U.S. law enforcement has been alerted to the use of the Remcos RAT in multiple global hacking campaigns, according to Cisco’s Talos Security Intelligence and Research Group.
The ads say Remcos Remote Access Tool is legal IT management software. But the RAT allows a user to sneak malware by security products and then secretly surveil a targeted computer. Remcos itself is sold by a German-registered company, Breaking Security, that markets it as a legitimate way to remotely access computers. However, the software has been spotted in hacking campaigns targeting defense contractors in Turkey, news agencies, diesel equipment manufacturers, airlines and energy sector companies.
“What we found here is a piece of software being used by bad guys in a lot of different places,” Cisco Talos director Craig Williams told CyberScoop. “They sell a crypter attempting to make the malware undetectable, a keylogger payload, a mass mailer to mail it out and they even have a dynamic DNS command and control system. While one could it argue it’s for lawful purposes, it seems to be set up to bypass security devices and evade detection.”
Talos outlined a newly discovered phishing campaign where the attacker pretends to be a Turkish government agency within that country’s Ministry of Finance.
With malicious Microsoft Office documents attached to the email, a tiny embedded executable downloads Remcos and infects the victim’s machine. With that one click, the hacker can then completely monitor and control the target machine include monitor keystrokes, take screenshots and execute code.
On Wednesday, Talos published an automatic decoder script allowing anyone to process the malware, extract the command and control server addresses and other key information from Remcos in order to block the malware. Williams said his team has seen “hundreds of instances of this malware” used in targeted attacks.
Here’s the product’s slickly produced logo:
The Remcos developer goes by the name Viotto. Cisco Talos said nobody from their team had reached out to Viotto prior to the publication of their report. In response to questions from CyberScoop, Viotto said the company has legal customers “ranging from IT management, cybersecurity, business owners, private users, etc.” No specific customers were offered up.
Although “due to the power and versatility of this software, some users abused it,” Viotto said Remcos actively revokes the license of any user found to be violating their terms of usage or the law. No researcher had emailed firstname.lastname@example.org to alert the company to problems, he said.
“While the organization that sells Remcos claims that the application is only for legal use, our research indicates it is still being used extensively by malicious attackers, as well,” Williams said. “In some cases, attackers are strategically targeting victims to attempt to gain access to organizations that operate as part of the supply chain for various critical infrastructure sectors.”
Annoyed with the accusations, Viotto pointed to “anti-abuse code” programmed into Remcos that would allow him stop any Remcos-fueled campaign “within 10 minutes.”
Remcos is not the first tool that’s marketed as legitimate but leveraged as a hacker’s Swiss Army Knife.
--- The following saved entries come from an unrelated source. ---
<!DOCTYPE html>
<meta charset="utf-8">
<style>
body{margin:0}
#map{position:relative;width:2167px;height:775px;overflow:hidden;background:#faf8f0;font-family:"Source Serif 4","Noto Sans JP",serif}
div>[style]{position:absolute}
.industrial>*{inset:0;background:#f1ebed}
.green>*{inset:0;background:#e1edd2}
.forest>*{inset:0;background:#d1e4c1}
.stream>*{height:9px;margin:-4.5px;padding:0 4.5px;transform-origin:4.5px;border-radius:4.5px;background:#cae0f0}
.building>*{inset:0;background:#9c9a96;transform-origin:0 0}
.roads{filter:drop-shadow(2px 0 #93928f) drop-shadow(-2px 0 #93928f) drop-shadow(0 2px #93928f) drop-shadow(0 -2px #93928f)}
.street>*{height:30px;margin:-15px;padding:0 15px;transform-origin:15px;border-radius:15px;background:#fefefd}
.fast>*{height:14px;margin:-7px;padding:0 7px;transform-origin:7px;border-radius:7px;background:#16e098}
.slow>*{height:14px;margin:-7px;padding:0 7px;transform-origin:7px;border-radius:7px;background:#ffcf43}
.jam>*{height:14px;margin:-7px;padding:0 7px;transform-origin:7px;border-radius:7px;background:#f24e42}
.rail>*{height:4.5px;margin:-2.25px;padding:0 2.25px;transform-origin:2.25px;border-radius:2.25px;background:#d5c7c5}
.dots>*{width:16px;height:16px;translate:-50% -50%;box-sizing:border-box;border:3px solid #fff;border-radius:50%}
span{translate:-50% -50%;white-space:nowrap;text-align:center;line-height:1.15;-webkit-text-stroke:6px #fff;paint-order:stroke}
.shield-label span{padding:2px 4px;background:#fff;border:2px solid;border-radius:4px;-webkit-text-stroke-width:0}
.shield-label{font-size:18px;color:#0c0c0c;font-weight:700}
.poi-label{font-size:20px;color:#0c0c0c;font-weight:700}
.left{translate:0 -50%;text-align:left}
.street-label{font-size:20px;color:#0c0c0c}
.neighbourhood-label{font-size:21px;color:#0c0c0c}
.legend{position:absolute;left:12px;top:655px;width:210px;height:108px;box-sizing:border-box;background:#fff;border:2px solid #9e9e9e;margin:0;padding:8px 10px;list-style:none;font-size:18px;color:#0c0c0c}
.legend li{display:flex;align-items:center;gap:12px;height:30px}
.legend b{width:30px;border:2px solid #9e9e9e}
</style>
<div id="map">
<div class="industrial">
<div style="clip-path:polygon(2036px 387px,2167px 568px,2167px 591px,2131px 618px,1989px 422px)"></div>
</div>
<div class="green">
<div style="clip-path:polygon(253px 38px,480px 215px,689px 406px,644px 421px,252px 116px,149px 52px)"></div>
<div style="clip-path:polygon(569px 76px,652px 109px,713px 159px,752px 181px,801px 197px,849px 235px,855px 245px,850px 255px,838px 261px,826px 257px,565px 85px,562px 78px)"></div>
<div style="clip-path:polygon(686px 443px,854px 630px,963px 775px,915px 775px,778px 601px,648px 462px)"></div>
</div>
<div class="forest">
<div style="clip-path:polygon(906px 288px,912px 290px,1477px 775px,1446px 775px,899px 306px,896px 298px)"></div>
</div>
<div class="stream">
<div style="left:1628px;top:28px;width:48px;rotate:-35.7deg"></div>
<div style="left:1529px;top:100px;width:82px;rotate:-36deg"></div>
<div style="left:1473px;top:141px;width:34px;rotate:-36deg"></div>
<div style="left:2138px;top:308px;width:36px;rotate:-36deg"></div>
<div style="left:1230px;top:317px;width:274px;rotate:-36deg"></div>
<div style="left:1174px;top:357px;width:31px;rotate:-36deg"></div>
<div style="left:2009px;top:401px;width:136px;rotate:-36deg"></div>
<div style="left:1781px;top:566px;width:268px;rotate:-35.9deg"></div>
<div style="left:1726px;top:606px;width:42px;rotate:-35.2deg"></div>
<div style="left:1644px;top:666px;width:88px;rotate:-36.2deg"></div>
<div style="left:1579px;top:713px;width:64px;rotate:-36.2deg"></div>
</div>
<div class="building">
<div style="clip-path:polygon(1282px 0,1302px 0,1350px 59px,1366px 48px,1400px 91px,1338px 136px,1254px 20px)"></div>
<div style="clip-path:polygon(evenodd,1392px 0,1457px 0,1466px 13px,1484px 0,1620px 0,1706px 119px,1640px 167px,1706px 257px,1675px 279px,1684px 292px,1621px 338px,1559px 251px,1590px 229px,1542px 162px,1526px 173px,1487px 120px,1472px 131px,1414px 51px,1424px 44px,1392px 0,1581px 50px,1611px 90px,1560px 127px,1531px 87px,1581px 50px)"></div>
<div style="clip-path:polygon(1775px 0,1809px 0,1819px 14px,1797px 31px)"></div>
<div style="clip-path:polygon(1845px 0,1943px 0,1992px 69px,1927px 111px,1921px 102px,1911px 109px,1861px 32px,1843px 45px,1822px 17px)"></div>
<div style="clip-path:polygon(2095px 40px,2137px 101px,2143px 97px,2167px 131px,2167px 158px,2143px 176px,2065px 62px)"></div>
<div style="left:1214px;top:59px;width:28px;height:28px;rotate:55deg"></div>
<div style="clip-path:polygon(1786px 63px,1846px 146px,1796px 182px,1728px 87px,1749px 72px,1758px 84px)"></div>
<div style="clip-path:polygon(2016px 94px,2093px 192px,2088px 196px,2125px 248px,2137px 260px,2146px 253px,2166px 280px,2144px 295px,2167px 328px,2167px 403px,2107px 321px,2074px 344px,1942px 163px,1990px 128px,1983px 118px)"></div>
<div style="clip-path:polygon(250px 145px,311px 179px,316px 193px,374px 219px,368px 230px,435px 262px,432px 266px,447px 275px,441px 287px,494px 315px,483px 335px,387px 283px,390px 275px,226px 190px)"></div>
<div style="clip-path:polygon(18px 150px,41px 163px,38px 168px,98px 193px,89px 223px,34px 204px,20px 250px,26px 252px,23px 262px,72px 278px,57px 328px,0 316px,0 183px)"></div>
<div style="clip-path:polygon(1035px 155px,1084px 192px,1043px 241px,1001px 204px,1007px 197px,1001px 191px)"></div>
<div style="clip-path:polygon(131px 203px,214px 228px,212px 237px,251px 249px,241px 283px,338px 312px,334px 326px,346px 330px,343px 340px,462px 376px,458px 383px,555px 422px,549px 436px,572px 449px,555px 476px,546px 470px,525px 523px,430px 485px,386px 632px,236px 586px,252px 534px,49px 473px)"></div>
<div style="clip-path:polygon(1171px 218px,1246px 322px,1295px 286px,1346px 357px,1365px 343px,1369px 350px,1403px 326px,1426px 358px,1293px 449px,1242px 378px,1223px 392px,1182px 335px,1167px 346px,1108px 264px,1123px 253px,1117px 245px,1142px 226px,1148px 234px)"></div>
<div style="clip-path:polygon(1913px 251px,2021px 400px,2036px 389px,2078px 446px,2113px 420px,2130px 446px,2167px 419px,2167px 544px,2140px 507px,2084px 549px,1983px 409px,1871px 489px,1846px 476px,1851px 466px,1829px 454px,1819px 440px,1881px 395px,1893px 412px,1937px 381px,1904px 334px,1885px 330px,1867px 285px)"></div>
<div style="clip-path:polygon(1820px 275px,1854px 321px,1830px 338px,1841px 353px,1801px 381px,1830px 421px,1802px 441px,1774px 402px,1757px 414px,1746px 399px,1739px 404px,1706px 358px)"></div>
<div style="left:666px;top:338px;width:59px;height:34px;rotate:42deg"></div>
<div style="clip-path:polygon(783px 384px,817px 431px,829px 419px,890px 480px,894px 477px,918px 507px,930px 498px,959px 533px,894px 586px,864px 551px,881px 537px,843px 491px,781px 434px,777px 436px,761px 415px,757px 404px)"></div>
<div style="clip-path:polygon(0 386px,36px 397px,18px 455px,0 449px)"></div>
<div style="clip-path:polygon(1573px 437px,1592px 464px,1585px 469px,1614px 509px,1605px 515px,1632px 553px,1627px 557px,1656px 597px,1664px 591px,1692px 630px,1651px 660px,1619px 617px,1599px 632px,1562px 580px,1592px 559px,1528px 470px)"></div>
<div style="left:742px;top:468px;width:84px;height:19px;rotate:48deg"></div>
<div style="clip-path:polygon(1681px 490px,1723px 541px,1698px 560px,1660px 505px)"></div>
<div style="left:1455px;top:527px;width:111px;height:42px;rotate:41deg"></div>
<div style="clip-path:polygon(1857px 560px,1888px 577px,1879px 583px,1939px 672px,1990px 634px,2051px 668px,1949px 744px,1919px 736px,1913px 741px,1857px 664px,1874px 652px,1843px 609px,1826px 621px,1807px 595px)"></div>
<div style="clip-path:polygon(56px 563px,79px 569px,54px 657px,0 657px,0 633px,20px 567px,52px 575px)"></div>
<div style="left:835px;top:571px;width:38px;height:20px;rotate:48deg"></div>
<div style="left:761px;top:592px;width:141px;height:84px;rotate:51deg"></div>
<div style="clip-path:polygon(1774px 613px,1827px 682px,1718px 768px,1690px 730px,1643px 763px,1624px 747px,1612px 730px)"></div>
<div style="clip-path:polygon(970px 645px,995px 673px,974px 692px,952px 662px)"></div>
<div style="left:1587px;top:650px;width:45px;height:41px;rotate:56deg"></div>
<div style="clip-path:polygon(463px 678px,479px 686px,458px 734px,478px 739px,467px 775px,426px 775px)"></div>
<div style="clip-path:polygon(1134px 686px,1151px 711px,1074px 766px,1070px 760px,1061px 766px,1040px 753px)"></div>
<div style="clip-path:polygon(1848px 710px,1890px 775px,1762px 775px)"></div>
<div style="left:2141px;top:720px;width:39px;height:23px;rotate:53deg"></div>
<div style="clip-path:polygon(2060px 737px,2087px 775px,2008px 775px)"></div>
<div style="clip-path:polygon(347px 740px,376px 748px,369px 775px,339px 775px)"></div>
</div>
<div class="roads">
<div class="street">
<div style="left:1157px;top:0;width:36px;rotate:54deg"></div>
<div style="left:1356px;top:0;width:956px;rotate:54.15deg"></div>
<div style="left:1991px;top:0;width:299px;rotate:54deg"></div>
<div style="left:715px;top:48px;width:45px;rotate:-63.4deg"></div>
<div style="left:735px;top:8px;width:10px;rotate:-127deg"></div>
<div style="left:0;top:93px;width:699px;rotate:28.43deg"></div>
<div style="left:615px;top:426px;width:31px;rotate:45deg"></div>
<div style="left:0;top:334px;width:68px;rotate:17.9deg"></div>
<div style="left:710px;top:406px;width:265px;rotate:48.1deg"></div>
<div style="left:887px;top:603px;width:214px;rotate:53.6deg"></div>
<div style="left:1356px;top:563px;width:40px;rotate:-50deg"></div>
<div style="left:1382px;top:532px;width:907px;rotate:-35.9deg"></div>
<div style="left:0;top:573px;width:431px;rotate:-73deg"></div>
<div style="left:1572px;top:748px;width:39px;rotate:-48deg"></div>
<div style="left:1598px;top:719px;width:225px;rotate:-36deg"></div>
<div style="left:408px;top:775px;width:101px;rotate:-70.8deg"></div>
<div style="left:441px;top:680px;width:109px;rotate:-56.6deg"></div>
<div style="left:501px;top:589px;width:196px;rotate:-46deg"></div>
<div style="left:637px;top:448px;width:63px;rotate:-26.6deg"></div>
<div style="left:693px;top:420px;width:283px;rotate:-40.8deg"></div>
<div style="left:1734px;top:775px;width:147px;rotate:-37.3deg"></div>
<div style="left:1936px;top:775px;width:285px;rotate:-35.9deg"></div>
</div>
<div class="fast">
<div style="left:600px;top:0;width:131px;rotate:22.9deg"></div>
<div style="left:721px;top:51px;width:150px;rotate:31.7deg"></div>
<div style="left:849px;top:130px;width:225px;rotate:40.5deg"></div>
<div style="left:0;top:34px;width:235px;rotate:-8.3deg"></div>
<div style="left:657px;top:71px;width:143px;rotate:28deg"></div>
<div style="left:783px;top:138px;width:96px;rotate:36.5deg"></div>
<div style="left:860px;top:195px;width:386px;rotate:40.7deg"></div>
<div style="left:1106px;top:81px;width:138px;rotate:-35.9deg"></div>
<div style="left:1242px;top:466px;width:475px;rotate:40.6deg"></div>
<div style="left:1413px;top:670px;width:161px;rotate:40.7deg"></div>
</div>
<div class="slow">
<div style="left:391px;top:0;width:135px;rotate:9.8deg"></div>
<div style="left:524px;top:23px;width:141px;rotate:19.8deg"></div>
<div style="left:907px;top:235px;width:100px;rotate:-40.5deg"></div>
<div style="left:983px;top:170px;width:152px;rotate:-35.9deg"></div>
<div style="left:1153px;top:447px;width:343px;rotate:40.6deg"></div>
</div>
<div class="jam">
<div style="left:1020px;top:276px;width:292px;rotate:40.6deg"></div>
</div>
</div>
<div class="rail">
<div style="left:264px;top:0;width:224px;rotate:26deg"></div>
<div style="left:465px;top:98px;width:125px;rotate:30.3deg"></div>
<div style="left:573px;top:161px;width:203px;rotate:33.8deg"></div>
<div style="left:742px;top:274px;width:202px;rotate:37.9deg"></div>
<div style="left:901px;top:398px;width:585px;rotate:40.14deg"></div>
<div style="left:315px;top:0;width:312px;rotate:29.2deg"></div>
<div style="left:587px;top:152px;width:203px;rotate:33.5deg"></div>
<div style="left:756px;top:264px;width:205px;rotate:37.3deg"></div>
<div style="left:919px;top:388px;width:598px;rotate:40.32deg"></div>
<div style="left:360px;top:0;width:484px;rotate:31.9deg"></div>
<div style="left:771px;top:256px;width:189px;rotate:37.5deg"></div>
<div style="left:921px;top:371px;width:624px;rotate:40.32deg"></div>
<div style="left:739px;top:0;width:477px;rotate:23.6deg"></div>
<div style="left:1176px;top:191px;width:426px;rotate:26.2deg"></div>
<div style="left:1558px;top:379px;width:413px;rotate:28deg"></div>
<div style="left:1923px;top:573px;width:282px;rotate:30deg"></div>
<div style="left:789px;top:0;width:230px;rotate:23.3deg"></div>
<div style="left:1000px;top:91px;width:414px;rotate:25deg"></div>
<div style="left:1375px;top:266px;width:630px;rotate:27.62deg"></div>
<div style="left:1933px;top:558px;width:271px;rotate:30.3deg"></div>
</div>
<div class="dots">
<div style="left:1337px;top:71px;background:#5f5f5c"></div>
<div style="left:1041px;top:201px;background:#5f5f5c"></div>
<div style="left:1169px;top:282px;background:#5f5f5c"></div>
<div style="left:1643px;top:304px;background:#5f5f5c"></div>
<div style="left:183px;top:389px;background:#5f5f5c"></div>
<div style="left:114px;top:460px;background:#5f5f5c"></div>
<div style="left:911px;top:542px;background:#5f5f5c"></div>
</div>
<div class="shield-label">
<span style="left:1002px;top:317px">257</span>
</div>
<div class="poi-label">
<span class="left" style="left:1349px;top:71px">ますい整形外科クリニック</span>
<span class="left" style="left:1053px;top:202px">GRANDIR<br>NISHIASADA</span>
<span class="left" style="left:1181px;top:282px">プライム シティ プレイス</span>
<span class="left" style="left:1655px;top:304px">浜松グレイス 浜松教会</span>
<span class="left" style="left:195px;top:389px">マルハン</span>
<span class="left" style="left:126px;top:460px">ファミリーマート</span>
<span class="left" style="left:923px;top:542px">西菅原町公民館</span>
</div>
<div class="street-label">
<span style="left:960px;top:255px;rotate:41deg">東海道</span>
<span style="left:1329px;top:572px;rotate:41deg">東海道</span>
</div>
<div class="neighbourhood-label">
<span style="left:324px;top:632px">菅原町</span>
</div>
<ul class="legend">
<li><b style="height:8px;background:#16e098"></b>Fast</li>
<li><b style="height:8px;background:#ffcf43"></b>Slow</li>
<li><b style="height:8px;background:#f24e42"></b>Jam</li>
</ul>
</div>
Most notable is the Blackshades RAT, a popular Remote Access Tool developed and that was sold by an American man named Michael Hogue. Inexpensive and simple to use, Blackshades was marketed as a “remote access tool” but was sold, with a wink and nod, on websites like HackForums. Blackshades generated over $350,000 in sales and was used by the Syrian government during the early years of that country’s civil war. Hogue was sentenced to five years probation for selling his allegedly legitimate software for its true purpose: Hijacking targeted computers and committing credit card fraud.
Remcos is also advertised on HackForums but Viotto argues that it makes sense for him to be there, a nexus of potential customers, employers and skilled developers.
“It is like opening a shop in a big city, you can find any kind of people, good and bad,” Viotto said.
But the accusations of wrongdoing by Remcos users are not new. The cybersecurity firm Fortinet published research being used by criminals in 2017, RiskIQ outted a Remcos-powered phishing campaign earlier this year. As early as 2016, U.S. authorities called Remcos malware due to its prevalence in hacking campaigns.
The legality of Remcos itself is one thing. The repeated and unabated use of Remcos by profit-driven cybercriminals is beyond question.
Williams and the Talos team connected Remcos with the name Francesco Viotto, which was found from the WHOIS information from one of the associated domains. It’s not clear if the name is legitimate but the name is used on vitto-security.net, a domain used for nearly a decade and has ties to Remcos. By using Archive.org, it’s possible to see the page as it existed in 2010 when the author laid out his biography: Born in 1990, he began hacking in 2007 where he used and then built infamous malware like Poision Ivy and Bifrost.
Remcos is one of two major RATs sold recently on HackForums. The other is NetWire, another slickly-marketed RAT that’s been in wide use by global cybercriminals since 2012.